▶ _EXERCISE INSTRUCTIONS_
Output each of the entries exactly, skipping every picture they contain.

▶ _MATERIALS PROVIDED_
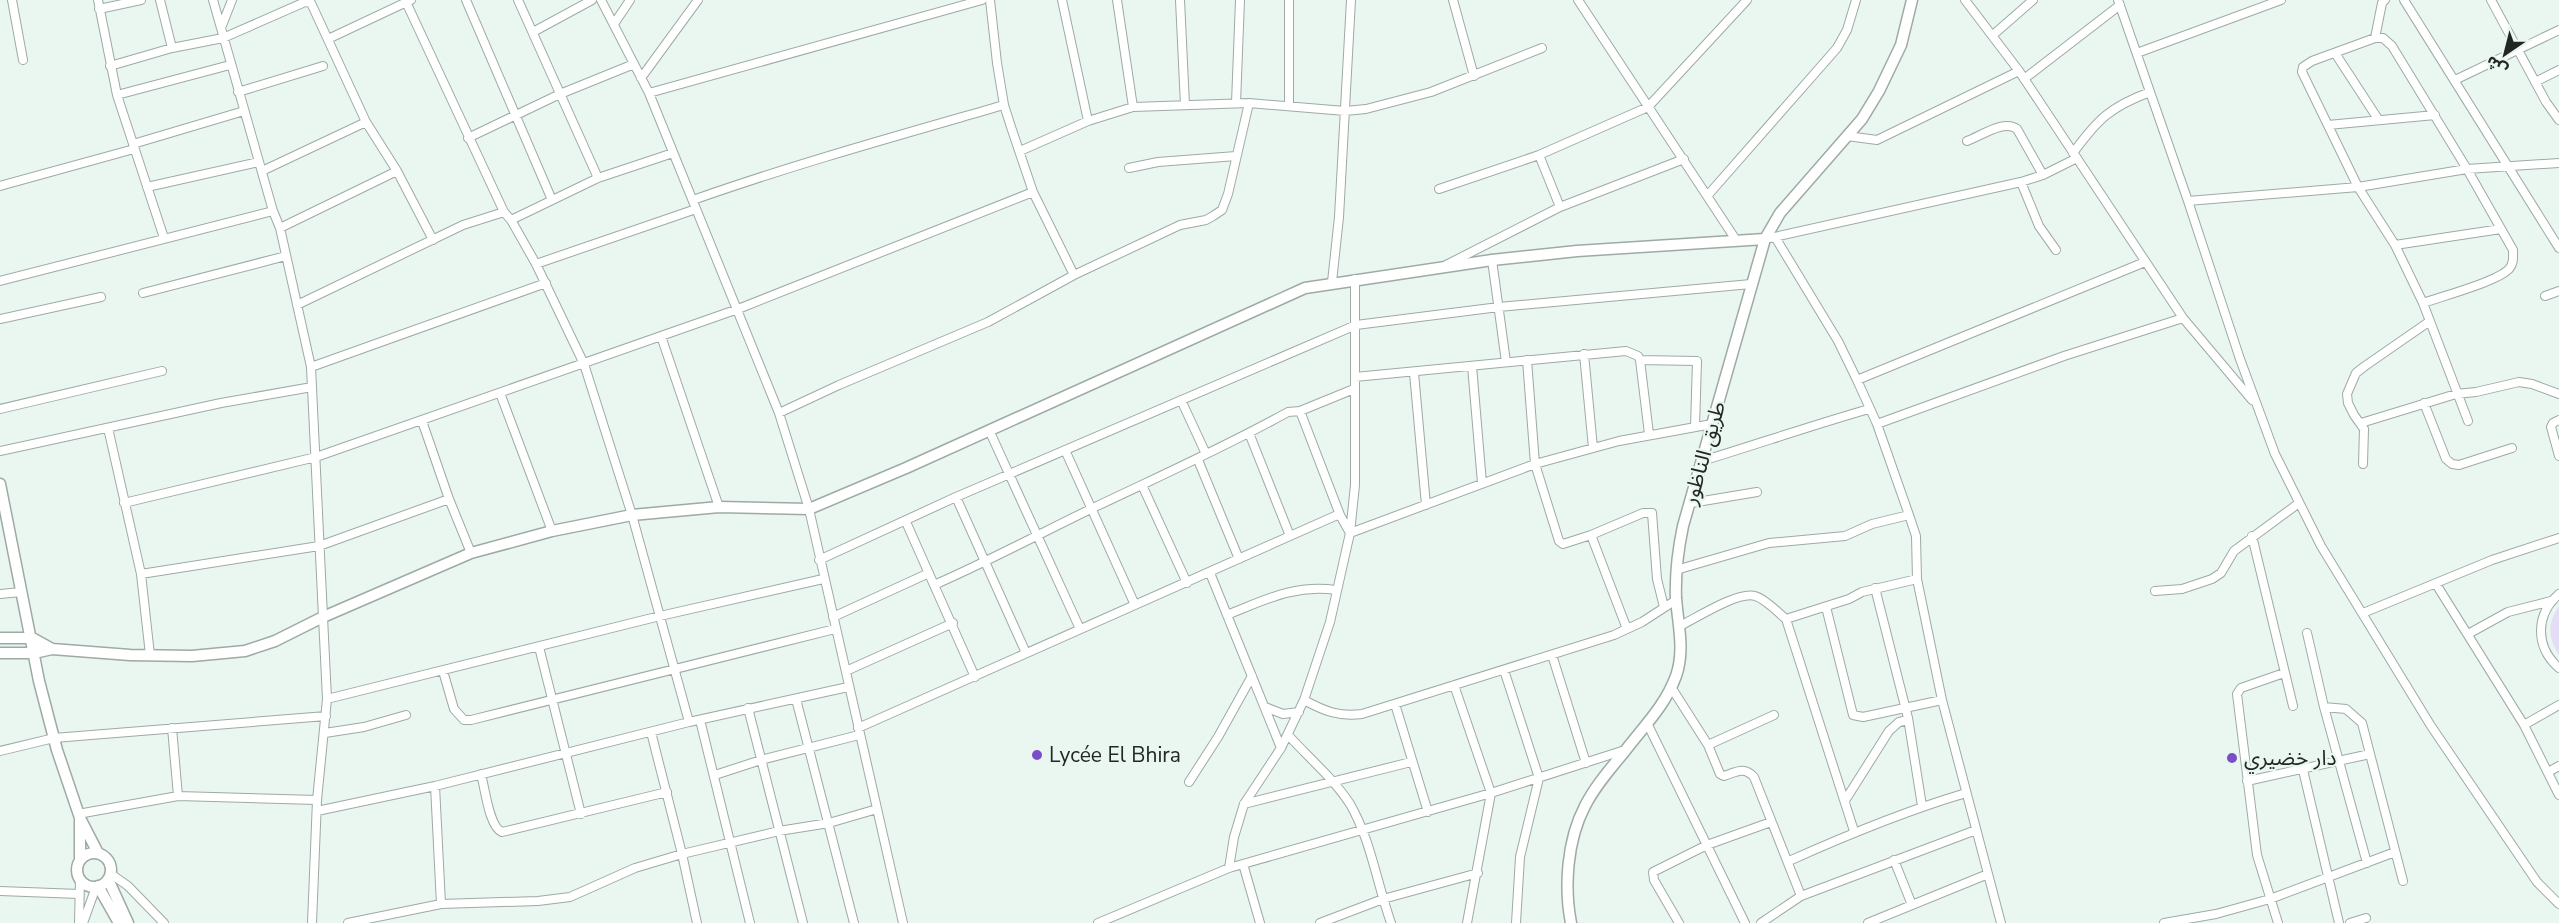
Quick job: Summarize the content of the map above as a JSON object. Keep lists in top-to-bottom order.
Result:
{
  "streets": {
    "street": ["طريق الناظور"]
  },
  "places": ["Lycée El Bhira", "دار خضيري"],
  "north": "bottom left"
}
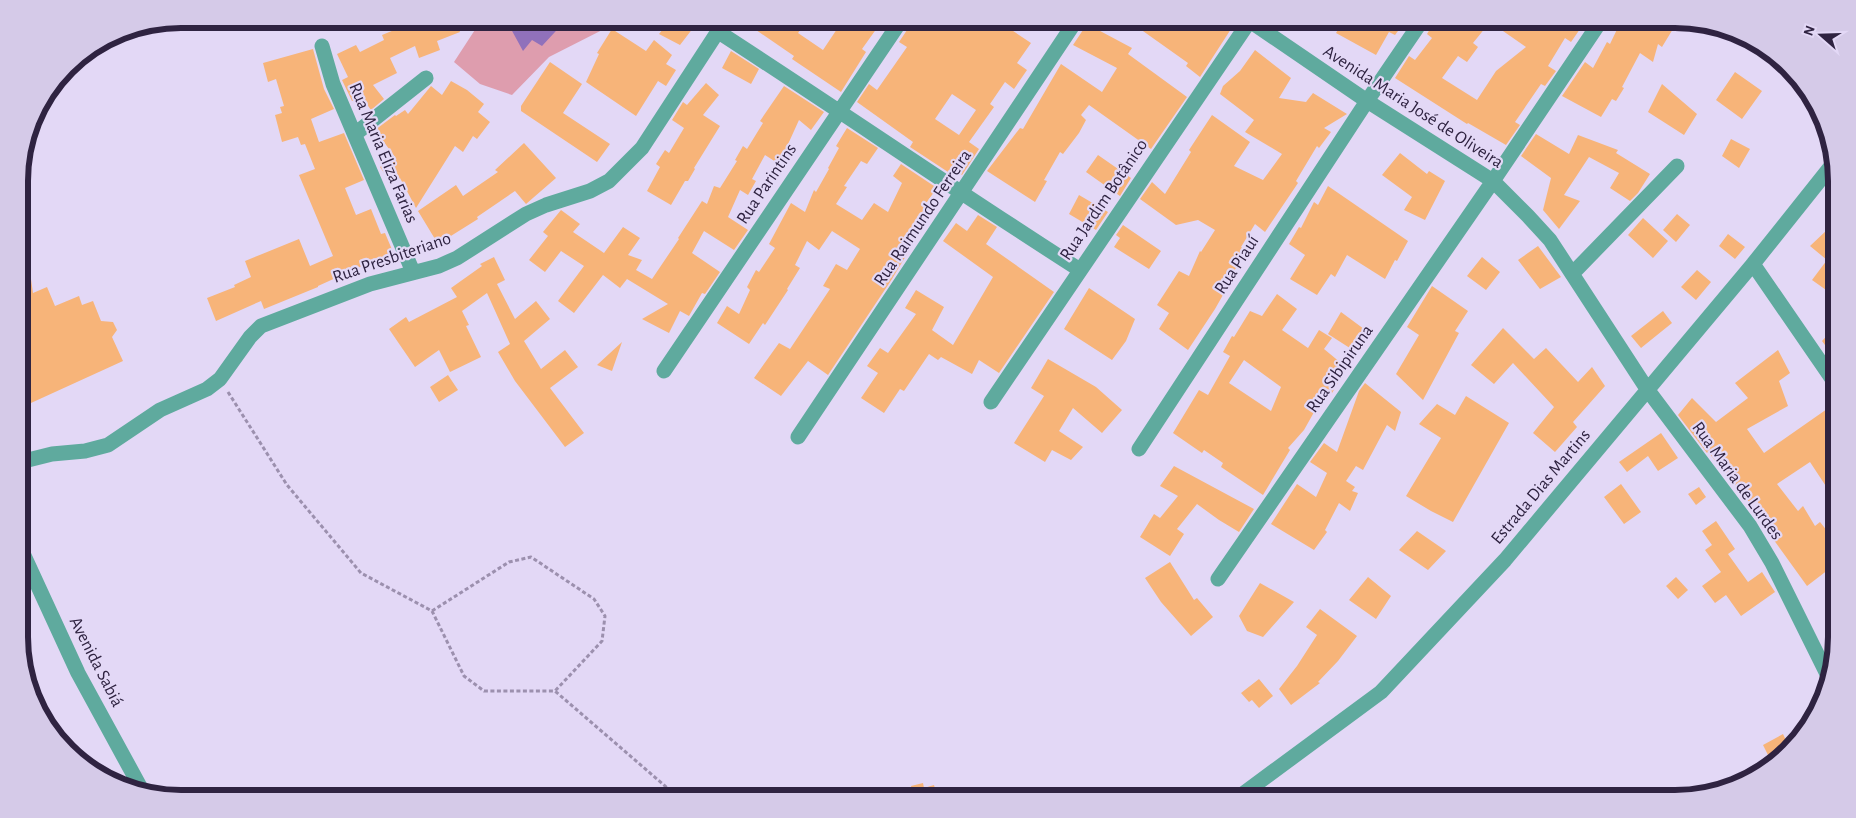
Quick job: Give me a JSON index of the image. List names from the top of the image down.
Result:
{
  "streets": {
    "street": [
      "Avenida Maria José de Oliveira",
      "Rua Maria Eliza Farias",
      "Rua Parintins",
      "Rua Jardim Botânico",
      "Rua Raimundo Ferreira",
      "Rua Presbiteriano",
      "Rua Piauí",
      "Rua Sibipiruna",
      "Rua Maria de Lurdes",
      "Estrada Dias Martins",
      "Avenida Sabiá"
    ]
  },
  "crossings": [
    ["Avenida Maria José de Oliveira", "Rua Piauí"],
    ["Avenida Maria José de Oliveira", "Rua Sibipiruna"],
    ["Avenida Maria José de Oliveira", "Rua Maria de Lurdes"],
    ["Avenida Maria José de Oliveira", "Estrada Dias Martins"],
    ["Rua Maria Eliza Farias", "Rua Presbiteriano"],
    ["Rua Maria de Lurdes", "Estrada Dias Martins"]
  ],
  "north": "left"
}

▶ _SOLUTION FOR THIS TASK_
Quick job: Summarize the content of the map above as a JSON object. Keep lists in top-to-bottom order.
Result:
{
  "streets": {
    "street": ["طريق الناظور"]
  },
  "places": ["Lycée El Bhira", "دار خضيري"],
  "north": "bottom left"
}
Quick job: Give me a JSON index of the image. List names from the top of the image down.
Result:
{
  "streets": {
    "street": [
      "Avenida Maria José de Oliveira",
      "Rua Maria Eliza Farias",
      "Rua Parintins",
      "Rua Jardim Botânico",
      "Rua Raimundo Ferreira",
      "Rua Presbiteriano",
      "Rua Piauí",
      "Rua Sibipiruna",
      "Rua Maria de Lurdes",
      "Estrada Dias Martins",
      "Avenida Sabiá"
    ]
  },
  "crossings": [
    ["Avenida Maria José de Oliveira", "Rua Piauí"],
    ["Avenida Maria José de Oliveira", "Rua Sibipiruna"],
    ["Avenida Maria José de Oliveira", "Rua Maria de Lurdes"],
    ["Avenida Maria José de Oliveira", "Estrada Dias Martins"],
    ["Rua Maria Eliza Farias", "Rua Presbiteriano"],
    ["Rua Maria de Lurdes", "Estrada Dias Martins"]
  ],
  "north": "left"
}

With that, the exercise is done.